▸ **Instructions to follow**
Give back all of the data unchanged. Keep every word as it is.

[Opening Material to process section]

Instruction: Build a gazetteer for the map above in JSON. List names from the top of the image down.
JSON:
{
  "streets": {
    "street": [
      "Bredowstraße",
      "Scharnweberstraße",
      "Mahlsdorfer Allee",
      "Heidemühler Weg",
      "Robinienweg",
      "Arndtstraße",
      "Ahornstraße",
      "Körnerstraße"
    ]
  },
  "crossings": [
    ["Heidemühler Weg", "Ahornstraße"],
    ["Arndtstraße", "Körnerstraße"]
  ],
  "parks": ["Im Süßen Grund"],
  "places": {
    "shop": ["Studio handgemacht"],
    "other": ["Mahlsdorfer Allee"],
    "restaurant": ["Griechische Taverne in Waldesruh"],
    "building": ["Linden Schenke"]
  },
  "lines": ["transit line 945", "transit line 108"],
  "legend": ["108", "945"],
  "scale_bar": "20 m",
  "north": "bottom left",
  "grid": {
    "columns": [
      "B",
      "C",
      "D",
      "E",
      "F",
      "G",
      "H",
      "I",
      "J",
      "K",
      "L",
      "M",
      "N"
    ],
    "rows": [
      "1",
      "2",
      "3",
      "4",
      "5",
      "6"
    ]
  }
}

[Closing Material to process section]

▸ **Written solution**
Instruction: Build a gazetteer for the map above in JSON. List names from the top of the image down.
JSON:
{
  "streets": {
    "street": [
      "Bredowstraße",
      "Scharnweberstraße",
      "Mahlsdorfer Allee",
      "Heidemühler Weg",
      "Robinienweg",
      "Arndtstraße",
      "Ahornstraße",
      "Körnerstraße"
    ]
  },
  "crossings": [
    ["Heidemühler Weg", "Ahornstraße"],
    ["Arndtstraße", "Körnerstraße"]
  ],
  "parks": ["Im Süßen Grund"],
  "places": {
    "shop": ["Studio handgemacht"],
    "other": ["Mahlsdorfer Allee"],
    "restaurant": ["Griechische Taverne in Waldesruh"],
    "building": ["Linden Schenke"]
  },
  "lines": ["transit line 945", "transit line 108"],
  "legend": ["108", "945"],
  "scale_bar": "20 m",
  "north": "bottom left",
  "grid": {
    "columns": [
      "B",
      "C",
      "D",
      "E",
      "F",
      "G",
      "H",
      "I",
      "J",
      "K",
      "L",
      "M",
      "N"
    ],
    "rows": [
      "1",
      "2",
      "3",
      "4",
      "5",
      "6"
    ]
  }
}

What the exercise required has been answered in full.